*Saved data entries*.
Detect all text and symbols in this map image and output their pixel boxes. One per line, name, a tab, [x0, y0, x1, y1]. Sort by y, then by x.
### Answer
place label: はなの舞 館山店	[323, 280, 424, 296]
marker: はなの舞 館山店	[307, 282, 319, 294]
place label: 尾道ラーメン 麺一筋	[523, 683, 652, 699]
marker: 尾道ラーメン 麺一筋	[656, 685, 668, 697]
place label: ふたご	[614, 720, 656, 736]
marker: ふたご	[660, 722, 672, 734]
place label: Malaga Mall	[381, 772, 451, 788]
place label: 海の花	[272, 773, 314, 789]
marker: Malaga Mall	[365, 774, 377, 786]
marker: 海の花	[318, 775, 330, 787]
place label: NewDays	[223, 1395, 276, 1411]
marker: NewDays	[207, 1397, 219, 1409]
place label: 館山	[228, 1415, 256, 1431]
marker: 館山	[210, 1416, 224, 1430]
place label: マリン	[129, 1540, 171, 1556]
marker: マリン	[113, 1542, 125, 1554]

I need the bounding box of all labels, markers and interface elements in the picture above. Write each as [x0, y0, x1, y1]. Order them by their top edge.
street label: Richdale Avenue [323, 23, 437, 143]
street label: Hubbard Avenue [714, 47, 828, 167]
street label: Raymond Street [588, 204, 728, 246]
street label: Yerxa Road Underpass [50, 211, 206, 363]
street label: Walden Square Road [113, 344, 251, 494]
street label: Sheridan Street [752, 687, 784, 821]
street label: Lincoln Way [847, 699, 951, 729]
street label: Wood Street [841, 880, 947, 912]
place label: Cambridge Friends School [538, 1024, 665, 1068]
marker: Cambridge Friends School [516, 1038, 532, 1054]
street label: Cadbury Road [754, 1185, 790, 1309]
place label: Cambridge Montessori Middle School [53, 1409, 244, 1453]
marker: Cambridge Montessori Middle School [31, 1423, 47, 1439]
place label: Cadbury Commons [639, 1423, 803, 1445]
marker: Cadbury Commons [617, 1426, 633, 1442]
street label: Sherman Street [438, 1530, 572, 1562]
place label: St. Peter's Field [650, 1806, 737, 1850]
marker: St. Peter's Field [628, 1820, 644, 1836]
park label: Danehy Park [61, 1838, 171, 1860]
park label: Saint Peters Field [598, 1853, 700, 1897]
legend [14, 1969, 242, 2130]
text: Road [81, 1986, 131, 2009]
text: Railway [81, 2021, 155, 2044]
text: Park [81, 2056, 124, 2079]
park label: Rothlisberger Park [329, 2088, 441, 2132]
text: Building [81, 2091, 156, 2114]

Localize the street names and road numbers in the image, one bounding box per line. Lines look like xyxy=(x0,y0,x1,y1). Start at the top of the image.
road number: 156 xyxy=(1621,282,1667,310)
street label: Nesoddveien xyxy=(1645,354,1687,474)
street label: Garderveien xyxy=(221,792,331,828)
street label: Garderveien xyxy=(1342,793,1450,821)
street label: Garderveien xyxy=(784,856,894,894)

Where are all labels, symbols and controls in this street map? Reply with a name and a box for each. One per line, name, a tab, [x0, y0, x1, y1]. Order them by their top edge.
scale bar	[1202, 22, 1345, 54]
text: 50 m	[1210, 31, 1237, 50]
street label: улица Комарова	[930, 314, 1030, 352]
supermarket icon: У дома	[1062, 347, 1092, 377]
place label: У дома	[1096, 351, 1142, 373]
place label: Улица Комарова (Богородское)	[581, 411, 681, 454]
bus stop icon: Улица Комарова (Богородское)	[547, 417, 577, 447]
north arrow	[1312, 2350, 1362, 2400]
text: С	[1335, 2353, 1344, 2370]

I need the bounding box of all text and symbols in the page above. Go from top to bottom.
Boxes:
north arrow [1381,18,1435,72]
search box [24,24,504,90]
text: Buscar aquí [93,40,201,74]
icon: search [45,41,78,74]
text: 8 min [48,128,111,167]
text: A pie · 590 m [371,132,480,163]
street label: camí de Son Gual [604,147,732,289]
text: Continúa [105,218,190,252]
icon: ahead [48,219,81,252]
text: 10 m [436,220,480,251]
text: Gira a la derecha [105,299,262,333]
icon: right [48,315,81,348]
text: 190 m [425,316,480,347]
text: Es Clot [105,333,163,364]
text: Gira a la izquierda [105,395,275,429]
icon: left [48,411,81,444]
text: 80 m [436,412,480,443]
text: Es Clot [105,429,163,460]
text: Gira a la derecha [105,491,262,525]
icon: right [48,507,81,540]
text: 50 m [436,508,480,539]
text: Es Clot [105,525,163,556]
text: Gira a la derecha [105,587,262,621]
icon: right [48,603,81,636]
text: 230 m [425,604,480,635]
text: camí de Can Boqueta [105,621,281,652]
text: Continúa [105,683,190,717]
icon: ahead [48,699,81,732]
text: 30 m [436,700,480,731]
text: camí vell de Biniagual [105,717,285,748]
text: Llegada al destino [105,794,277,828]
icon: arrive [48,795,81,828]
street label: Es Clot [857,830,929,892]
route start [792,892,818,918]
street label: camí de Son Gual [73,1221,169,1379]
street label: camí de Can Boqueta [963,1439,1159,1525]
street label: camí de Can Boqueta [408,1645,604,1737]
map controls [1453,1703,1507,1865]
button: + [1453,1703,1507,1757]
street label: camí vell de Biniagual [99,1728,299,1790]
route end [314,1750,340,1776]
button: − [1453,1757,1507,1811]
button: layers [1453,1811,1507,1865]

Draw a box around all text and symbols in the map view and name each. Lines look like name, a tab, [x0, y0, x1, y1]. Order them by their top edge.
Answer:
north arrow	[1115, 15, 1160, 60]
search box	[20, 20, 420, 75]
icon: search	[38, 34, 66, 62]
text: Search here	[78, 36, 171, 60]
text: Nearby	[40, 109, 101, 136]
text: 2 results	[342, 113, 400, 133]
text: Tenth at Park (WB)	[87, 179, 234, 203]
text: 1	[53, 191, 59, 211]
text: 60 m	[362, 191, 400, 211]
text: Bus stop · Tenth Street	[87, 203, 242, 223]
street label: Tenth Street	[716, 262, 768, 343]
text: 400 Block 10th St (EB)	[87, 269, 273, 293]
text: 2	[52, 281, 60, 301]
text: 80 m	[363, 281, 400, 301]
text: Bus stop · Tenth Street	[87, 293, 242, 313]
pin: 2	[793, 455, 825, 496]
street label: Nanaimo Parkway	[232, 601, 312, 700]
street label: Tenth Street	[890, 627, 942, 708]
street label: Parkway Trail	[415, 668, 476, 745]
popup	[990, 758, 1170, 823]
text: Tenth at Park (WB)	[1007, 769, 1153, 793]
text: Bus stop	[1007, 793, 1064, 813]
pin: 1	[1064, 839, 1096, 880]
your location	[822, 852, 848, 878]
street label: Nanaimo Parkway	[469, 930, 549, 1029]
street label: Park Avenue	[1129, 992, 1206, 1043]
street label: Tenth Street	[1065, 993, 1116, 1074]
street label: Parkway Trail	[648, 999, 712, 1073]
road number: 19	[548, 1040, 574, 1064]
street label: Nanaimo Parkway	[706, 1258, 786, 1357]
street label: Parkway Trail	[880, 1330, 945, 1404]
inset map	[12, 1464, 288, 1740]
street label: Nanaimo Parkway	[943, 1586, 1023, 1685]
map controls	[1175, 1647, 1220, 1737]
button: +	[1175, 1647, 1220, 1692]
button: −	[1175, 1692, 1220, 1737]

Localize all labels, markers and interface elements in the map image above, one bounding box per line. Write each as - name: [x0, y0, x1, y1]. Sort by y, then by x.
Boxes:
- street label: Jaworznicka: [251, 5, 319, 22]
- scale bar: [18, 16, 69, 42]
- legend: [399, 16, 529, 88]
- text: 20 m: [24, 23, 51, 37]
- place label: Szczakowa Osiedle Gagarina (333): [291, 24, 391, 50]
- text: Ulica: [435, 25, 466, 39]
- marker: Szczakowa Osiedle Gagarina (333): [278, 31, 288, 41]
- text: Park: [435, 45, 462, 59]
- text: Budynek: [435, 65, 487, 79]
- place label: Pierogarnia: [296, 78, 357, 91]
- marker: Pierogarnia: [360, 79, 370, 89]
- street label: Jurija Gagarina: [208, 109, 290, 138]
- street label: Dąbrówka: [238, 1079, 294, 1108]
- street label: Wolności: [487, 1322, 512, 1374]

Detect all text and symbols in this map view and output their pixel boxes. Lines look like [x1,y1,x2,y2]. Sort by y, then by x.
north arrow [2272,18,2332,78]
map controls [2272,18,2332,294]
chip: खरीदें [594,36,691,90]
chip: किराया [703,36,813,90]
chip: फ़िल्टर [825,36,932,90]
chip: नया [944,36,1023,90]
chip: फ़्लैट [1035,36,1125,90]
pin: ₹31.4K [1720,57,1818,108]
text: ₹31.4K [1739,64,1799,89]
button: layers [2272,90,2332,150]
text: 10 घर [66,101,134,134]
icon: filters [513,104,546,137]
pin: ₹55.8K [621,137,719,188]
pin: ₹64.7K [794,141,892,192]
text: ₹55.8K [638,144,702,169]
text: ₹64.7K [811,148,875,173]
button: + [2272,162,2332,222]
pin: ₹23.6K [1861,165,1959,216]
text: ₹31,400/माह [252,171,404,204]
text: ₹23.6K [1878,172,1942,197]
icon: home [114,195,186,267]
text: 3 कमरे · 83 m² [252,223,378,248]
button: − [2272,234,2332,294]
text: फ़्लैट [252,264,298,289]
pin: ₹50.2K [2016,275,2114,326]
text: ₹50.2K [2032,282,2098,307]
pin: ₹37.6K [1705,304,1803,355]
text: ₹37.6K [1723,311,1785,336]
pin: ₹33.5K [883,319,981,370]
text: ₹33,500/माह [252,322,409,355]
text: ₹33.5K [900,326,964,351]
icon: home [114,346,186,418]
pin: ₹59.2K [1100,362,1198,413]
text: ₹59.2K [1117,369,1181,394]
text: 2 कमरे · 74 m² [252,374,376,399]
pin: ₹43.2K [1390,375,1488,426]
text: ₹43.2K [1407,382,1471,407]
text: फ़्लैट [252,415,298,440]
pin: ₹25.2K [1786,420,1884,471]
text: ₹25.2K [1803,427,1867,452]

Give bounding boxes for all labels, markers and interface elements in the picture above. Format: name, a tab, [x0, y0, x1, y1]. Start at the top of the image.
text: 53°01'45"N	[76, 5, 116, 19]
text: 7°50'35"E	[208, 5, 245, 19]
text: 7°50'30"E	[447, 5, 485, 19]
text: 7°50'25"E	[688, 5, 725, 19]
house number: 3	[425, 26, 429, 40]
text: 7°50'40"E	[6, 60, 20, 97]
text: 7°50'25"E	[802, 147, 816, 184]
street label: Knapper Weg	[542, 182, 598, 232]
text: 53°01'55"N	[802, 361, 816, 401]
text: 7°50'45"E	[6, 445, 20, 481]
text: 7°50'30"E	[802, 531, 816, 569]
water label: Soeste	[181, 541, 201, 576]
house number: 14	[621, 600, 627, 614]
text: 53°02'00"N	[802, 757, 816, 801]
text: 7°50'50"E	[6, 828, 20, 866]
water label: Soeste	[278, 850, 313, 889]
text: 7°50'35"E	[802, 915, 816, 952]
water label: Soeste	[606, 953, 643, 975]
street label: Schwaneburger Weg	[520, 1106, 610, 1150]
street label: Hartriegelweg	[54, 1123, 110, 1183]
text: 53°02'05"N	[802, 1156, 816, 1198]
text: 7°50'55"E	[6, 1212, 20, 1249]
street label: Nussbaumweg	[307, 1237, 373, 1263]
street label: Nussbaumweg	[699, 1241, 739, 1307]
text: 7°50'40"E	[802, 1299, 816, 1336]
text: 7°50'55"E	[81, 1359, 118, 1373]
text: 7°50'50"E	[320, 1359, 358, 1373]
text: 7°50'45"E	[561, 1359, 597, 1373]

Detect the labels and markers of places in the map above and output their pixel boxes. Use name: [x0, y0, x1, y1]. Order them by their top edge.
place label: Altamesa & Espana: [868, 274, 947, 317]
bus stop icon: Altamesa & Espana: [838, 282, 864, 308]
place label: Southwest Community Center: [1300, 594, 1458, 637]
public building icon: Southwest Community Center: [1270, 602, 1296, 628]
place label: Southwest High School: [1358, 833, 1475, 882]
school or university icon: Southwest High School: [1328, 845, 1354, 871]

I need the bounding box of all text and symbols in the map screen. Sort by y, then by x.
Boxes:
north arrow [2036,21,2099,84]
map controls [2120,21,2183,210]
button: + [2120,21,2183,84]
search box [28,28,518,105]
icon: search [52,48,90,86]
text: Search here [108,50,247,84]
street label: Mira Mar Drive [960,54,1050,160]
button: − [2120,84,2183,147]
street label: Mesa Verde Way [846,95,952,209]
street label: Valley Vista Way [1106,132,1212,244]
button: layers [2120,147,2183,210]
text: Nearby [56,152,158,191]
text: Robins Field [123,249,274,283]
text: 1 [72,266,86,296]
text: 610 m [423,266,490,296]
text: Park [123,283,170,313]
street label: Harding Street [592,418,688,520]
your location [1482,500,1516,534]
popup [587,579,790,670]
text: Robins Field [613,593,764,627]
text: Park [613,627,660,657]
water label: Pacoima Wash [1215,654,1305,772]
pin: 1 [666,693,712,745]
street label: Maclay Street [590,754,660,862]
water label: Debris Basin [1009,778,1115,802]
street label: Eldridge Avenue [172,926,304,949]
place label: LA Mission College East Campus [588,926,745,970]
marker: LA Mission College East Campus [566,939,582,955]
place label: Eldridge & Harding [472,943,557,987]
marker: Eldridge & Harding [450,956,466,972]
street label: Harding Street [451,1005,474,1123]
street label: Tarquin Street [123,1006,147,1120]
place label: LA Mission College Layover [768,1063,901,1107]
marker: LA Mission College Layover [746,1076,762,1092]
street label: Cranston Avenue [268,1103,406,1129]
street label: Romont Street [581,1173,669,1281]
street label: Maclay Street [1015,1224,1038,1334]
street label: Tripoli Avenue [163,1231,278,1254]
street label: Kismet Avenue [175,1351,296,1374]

*Exercise prompt*. When the line with "top to bottom." is reached in the data above, start copying there, and copy each line exactly until the line with "Draw a box around" has been copied; copy nothing else.

*Exercise output*.
I need the bounding box of all text and symbols in the page above. Go from top to bottom.
Boxes:
north arrow [1381,18,1435,72]
search box [24,24,504,90]
text: Buscar aquí [93,40,201,74]
icon: search [45,41,78,74]
text: 8 min [48,128,111,167]
text: A pie · 590 m [371,132,480,163]
street label: camí de Son Gual [604,147,732,289]
text: Continúa [105,218,190,252]
icon: ahead [48,219,81,252]
text: 10 m [436,220,480,251]
text: Gira a la derecha [105,299,262,333]
icon: right [48,315,81,348]
text: 190 m [425,316,480,347]
text: Es Clot [105,333,163,364]
text: Gira a la izquierda [105,395,275,429]
icon: left [48,411,81,444]
text: 80 m [436,412,480,443]
text: Es Clot [105,429,163,460]
text: Gira a la derecha [105,491,262,525]
icon: right [48,507,81,540]
text: 50 m [436,508,480,539]
text: Es Clot [105,525,163,556]
text: Gira a la derecha [105,587,262,621]
icon: right [48,603,81,636]
text: 230 m [425,604,480,635]
text: camí de Can Boqueta [105,621,281,652]
text: Continúa [105,683,190,717]
icon: ahead [48,699,81,732]
text: 30 m [436,700,480,731]
text: camí vell de Biniagual [105,717,285,748]
text: Llegada al destino [105,794,277,828]
icon: arrive [48,795,81,828]
street label: Es Clot [857,830,929,892]
route start [792,892,818,918]
street label: camí de Son Gual [73,1221,169,1379]
street label: camí de Can Boqueta [963,1439,1159,1525]
street label: camí de Can Boqueta [408,1645,604,1737]
map controls [1453,1703,1507,1865]
button: + [1453,1703,1507,1757]
street label: camí vell de Biniagual [99,1728,299,1790]
route end [314,1750,340,1776]
button: − [1453,1757,1507,1811]
button: layers [1453,1811,1507,1865]

Draw a box around all text and symbols in the map view and name each. Lines look like name, a tab, [x0, y0, x1, y1]. Order them by their top edge.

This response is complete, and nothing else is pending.